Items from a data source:
Content starts

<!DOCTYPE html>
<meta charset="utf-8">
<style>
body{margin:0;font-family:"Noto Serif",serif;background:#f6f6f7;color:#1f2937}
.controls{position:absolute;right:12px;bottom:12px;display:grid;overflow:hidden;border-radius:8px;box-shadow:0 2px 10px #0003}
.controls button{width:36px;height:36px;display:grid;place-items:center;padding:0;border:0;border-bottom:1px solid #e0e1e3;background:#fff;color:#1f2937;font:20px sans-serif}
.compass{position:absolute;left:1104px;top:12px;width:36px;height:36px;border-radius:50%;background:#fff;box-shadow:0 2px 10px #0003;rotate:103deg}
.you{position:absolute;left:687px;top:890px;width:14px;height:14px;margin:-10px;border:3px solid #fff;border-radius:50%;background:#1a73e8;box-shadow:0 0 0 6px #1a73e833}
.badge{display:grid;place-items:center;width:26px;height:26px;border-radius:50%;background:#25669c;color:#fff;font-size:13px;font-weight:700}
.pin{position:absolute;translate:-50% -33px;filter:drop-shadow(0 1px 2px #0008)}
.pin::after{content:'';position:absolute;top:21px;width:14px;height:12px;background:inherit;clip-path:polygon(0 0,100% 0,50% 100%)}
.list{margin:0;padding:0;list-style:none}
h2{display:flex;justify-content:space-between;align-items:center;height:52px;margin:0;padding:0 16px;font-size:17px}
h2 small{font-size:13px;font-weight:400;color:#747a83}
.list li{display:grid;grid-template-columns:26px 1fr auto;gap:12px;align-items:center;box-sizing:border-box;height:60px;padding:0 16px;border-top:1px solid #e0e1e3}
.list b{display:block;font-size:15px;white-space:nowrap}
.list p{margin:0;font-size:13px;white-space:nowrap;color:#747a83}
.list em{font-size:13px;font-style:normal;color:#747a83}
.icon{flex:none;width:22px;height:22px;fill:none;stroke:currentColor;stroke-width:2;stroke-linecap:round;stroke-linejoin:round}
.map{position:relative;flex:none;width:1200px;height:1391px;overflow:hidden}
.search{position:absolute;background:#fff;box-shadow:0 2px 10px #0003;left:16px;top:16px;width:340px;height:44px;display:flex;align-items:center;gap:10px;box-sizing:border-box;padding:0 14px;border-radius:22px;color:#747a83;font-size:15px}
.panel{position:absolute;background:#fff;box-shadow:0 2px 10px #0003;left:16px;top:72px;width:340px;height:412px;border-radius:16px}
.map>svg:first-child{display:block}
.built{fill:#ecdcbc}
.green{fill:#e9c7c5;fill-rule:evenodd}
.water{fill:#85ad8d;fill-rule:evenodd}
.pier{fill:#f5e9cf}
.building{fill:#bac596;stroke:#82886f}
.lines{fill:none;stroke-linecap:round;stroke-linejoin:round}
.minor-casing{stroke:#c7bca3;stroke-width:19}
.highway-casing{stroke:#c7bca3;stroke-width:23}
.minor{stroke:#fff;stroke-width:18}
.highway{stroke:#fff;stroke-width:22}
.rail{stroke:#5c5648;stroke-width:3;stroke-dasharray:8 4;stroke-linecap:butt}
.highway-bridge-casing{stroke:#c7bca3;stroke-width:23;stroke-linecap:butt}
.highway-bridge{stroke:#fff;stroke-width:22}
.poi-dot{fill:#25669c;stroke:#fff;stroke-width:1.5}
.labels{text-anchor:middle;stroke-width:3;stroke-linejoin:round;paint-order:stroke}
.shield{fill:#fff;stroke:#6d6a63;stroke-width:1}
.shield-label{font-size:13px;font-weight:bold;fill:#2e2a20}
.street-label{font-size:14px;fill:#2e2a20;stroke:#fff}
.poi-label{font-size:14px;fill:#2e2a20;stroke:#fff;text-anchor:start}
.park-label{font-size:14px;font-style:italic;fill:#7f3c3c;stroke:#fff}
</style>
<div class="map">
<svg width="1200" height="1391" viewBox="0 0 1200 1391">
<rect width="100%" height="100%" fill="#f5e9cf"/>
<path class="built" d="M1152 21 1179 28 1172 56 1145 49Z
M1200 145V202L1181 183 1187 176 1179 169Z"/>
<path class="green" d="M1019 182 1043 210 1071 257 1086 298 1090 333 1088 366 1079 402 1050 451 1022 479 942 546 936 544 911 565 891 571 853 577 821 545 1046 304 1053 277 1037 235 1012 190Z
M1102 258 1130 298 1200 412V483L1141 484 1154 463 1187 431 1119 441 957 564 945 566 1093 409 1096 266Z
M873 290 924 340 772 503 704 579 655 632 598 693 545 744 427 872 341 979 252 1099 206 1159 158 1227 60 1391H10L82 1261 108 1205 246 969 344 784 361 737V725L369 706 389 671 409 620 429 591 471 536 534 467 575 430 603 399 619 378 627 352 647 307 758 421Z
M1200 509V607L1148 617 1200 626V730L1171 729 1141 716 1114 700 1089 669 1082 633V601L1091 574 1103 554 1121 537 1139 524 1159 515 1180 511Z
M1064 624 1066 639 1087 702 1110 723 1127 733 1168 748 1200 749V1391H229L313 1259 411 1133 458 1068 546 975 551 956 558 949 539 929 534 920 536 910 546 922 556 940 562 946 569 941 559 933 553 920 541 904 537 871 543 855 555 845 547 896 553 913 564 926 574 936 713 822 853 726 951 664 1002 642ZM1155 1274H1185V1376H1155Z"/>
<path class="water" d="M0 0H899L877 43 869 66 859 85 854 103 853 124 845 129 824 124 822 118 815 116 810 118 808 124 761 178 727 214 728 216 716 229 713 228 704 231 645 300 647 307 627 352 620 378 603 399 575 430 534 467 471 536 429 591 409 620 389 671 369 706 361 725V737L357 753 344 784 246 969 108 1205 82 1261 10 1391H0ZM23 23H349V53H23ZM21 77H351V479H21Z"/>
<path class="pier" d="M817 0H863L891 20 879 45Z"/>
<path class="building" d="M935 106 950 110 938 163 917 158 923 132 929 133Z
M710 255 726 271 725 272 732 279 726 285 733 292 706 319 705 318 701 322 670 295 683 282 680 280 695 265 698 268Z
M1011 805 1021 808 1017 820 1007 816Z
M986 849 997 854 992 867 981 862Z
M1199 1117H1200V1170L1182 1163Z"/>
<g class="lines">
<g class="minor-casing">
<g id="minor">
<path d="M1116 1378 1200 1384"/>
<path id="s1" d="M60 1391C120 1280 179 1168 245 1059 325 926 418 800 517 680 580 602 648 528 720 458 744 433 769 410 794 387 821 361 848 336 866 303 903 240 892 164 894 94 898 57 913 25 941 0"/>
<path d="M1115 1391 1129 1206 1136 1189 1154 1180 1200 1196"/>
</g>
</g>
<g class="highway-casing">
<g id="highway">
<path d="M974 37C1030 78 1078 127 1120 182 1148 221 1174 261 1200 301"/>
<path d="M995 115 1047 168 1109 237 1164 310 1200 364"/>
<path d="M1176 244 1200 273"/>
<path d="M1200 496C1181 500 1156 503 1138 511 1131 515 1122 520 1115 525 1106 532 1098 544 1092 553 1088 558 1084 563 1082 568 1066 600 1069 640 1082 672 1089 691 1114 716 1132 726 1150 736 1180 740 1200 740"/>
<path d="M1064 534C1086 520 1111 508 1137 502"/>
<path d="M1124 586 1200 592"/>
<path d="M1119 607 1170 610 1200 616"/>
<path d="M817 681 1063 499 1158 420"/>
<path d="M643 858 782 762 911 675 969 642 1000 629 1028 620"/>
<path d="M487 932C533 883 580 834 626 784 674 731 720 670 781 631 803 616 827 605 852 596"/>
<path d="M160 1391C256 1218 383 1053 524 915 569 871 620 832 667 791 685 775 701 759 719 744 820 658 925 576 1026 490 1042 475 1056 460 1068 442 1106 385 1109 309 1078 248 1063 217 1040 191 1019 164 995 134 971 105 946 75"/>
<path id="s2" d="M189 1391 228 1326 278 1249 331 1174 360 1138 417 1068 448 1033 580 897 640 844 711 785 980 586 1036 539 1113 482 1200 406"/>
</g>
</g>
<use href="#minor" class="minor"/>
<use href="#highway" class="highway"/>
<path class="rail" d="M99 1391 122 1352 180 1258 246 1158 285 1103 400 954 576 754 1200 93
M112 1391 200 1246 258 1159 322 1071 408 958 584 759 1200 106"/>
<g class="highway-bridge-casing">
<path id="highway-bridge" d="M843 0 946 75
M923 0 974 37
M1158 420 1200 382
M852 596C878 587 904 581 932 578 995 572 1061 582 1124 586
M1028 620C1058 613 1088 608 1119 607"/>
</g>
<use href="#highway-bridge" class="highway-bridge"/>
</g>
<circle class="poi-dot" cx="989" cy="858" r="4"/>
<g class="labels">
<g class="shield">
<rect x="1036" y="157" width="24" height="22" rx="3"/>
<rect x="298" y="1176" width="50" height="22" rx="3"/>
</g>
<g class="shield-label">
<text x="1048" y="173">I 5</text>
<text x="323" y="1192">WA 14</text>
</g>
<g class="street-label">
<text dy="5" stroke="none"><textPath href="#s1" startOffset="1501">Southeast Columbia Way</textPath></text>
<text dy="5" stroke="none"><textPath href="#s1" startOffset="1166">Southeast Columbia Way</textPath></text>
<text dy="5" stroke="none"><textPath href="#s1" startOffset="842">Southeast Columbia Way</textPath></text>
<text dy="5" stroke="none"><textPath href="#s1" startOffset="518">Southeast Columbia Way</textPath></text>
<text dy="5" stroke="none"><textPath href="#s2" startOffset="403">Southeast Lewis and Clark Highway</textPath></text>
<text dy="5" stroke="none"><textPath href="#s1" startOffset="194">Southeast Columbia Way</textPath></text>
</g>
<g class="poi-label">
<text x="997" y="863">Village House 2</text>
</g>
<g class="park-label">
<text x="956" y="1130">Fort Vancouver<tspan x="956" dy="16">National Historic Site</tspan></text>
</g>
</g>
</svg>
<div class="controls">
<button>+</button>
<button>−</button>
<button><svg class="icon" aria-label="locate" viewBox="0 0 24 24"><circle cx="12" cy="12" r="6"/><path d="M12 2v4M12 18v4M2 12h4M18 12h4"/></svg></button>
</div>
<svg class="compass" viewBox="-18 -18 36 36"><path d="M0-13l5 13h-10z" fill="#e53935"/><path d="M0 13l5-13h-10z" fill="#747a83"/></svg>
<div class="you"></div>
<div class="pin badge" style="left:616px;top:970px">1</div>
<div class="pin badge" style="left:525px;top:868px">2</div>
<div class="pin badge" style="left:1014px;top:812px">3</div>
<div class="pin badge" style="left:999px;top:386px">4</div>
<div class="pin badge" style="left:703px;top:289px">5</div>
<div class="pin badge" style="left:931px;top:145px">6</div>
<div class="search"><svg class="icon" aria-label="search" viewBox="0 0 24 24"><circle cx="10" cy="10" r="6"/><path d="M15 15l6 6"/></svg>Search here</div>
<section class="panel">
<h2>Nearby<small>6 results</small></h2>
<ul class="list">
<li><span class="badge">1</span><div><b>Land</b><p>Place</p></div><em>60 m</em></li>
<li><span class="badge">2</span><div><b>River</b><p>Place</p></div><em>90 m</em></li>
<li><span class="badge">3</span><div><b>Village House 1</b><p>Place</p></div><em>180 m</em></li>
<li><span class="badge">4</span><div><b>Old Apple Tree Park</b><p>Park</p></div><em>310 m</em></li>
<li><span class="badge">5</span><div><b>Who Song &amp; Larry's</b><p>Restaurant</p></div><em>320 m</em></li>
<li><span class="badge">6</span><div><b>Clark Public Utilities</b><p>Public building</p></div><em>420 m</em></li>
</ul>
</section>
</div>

Content ends

§ WHAT YOU WILL DO
Reproduce each line of the records in which the word "lines" appears.

§ OUTPUT FOR THIS EXERCISE
.lines{fill:none;stroke-linecap:round;stroke-linejoin:round}
<g class="lines">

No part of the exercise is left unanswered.